[Stored data entries]
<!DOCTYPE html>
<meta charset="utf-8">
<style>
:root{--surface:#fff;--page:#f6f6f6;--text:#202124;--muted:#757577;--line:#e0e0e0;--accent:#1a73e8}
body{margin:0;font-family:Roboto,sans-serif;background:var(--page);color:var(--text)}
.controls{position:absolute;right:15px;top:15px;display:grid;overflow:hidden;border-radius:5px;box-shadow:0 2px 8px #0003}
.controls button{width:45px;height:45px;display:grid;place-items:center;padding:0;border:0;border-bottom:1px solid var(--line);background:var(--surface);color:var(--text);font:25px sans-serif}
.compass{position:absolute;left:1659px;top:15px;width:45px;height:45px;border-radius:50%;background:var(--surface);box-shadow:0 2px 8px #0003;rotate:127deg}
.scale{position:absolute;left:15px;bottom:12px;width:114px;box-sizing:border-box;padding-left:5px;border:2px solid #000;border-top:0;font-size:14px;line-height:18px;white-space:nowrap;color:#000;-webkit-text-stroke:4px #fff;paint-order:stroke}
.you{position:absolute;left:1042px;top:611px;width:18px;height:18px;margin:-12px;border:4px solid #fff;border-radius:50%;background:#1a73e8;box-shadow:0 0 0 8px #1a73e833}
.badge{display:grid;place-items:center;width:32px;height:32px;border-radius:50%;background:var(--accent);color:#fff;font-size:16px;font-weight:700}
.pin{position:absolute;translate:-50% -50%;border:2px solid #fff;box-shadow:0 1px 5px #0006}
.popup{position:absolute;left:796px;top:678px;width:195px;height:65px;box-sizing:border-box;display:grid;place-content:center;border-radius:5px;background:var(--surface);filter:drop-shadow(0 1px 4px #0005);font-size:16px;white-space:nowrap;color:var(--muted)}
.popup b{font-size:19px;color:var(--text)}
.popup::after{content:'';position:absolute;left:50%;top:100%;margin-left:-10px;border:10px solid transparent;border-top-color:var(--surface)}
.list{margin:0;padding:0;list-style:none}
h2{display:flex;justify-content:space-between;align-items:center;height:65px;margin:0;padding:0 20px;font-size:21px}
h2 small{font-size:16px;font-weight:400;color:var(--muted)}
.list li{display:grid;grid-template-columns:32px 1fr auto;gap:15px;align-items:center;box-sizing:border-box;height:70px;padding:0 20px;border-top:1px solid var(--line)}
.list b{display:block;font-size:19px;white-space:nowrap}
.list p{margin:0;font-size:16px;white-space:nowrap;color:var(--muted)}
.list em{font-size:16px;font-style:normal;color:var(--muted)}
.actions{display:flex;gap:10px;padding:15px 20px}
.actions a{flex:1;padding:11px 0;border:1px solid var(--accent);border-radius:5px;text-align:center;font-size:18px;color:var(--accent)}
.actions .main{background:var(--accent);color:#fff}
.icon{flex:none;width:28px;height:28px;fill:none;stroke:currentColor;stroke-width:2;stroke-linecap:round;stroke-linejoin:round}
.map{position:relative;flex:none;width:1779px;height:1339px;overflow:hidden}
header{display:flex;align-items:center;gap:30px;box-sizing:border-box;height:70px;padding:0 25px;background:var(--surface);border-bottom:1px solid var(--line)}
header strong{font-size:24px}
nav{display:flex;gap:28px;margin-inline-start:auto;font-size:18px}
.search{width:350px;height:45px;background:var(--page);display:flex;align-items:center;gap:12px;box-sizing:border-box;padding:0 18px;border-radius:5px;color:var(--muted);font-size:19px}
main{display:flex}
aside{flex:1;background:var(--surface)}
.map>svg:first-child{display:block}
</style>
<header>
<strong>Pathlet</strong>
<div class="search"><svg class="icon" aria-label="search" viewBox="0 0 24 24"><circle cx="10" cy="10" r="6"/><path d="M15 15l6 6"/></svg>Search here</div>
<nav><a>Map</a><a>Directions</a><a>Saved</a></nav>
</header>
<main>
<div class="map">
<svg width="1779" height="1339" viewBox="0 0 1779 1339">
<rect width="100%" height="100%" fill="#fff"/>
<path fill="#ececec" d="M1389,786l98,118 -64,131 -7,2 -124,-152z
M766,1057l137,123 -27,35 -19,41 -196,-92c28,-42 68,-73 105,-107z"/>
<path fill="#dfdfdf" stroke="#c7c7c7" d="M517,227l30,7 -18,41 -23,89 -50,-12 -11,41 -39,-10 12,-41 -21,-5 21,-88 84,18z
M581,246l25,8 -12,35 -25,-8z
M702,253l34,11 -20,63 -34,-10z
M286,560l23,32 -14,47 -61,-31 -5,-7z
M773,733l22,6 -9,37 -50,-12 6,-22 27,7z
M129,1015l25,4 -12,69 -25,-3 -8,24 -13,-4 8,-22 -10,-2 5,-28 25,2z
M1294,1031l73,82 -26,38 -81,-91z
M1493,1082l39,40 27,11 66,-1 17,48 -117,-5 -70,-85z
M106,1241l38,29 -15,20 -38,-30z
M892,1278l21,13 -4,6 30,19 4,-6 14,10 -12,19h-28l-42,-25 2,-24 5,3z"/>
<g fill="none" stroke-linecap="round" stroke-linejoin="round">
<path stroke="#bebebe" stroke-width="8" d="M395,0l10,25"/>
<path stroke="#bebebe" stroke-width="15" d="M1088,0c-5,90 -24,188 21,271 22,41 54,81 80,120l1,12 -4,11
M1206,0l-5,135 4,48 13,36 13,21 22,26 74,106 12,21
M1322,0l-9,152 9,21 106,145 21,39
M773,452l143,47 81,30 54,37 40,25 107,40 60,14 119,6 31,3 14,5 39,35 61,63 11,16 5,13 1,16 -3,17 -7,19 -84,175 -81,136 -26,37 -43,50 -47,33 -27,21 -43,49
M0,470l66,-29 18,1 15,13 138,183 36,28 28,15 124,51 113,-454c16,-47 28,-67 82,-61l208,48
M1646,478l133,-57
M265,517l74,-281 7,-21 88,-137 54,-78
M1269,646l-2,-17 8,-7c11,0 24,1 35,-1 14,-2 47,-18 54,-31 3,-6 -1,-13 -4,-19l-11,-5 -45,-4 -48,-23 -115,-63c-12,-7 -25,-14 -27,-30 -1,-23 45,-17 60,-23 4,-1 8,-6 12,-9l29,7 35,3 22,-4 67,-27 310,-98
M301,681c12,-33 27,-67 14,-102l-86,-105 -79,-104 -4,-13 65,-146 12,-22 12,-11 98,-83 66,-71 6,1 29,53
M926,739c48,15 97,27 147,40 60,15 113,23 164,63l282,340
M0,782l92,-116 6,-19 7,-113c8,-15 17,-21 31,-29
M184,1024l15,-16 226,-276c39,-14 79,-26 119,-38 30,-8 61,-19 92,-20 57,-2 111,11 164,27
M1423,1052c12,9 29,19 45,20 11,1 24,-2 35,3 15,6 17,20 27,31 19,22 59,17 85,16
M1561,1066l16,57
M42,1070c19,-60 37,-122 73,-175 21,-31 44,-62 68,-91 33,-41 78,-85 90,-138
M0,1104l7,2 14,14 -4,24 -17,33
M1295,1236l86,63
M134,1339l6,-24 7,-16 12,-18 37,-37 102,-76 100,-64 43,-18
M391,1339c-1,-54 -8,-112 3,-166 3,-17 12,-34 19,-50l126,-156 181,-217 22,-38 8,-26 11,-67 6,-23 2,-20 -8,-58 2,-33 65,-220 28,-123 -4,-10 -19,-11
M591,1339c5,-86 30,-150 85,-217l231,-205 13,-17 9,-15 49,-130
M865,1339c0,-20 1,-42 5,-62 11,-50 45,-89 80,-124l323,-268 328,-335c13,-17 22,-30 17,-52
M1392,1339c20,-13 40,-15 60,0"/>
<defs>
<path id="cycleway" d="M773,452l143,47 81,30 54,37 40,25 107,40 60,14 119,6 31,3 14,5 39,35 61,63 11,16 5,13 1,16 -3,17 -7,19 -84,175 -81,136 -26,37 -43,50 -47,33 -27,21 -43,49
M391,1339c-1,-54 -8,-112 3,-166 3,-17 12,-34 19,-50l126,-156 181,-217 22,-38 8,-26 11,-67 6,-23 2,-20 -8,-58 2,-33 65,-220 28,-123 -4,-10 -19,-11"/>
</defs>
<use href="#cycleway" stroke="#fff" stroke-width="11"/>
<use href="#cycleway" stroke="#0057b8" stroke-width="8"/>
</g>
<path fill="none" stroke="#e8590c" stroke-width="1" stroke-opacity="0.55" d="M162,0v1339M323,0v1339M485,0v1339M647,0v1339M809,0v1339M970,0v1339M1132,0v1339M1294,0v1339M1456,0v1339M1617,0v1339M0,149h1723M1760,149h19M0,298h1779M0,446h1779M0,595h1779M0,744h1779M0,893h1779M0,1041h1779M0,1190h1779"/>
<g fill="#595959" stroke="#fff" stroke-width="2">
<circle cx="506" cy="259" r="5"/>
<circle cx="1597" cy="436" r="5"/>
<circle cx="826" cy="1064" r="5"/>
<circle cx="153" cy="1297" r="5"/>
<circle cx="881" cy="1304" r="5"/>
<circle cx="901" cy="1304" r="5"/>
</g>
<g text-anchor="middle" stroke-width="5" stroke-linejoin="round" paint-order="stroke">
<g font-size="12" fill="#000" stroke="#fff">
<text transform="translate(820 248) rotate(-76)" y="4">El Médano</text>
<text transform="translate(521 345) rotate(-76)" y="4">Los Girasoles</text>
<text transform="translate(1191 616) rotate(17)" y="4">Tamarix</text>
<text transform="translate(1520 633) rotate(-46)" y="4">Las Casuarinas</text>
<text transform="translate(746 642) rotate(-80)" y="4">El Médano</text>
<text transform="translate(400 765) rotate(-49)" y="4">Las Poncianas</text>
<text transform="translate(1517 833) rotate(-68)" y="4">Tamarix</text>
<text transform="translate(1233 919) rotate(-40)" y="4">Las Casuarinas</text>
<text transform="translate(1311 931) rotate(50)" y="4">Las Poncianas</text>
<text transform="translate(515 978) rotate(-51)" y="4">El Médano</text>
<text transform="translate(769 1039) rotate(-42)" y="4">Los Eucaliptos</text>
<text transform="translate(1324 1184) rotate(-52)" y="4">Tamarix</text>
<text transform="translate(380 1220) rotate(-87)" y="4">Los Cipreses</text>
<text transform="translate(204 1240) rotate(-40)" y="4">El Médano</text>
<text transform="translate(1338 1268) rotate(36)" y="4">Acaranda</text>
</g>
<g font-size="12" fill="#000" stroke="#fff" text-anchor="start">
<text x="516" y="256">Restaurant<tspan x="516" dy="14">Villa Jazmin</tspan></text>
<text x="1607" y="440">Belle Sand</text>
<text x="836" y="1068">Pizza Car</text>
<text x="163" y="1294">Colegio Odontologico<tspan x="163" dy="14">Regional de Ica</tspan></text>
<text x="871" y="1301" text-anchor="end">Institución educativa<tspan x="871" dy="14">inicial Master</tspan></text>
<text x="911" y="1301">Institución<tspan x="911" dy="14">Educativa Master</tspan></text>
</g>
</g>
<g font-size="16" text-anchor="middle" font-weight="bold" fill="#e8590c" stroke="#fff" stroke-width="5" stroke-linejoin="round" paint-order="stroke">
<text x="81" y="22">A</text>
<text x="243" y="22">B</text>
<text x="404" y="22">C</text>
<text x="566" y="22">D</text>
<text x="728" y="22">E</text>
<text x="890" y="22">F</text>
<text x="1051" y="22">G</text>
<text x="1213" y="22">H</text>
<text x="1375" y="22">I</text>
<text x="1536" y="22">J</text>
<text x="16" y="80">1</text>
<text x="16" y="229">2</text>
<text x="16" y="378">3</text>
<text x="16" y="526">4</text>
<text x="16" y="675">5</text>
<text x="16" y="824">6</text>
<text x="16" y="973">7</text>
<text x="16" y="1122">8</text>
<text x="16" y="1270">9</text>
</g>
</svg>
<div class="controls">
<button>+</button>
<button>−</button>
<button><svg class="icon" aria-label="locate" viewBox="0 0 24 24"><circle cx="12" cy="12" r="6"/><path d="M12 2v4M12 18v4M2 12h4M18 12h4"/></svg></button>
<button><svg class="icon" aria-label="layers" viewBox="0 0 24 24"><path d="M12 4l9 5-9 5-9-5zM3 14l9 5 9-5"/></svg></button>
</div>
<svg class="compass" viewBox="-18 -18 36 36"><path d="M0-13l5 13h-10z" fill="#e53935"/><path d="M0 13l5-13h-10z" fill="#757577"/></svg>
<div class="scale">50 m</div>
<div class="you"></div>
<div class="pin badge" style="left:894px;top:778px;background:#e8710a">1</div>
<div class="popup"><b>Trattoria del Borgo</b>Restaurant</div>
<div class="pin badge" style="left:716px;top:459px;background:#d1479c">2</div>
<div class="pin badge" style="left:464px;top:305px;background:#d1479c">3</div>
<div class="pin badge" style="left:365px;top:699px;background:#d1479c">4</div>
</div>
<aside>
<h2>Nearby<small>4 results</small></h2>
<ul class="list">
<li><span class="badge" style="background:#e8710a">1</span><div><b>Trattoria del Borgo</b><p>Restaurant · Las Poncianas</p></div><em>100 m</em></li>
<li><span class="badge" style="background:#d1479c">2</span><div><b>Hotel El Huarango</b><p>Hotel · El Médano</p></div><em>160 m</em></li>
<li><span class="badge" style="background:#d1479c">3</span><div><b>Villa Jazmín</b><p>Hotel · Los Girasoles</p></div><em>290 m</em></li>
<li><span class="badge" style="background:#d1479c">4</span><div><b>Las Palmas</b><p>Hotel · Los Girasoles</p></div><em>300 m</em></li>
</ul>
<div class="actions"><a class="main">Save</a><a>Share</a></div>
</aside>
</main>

WHAT THE TASK REQUIRES:
Going through the records above, count the lines that hold "compass" and answer with the count alone.

WRITTEN ANSWER:
2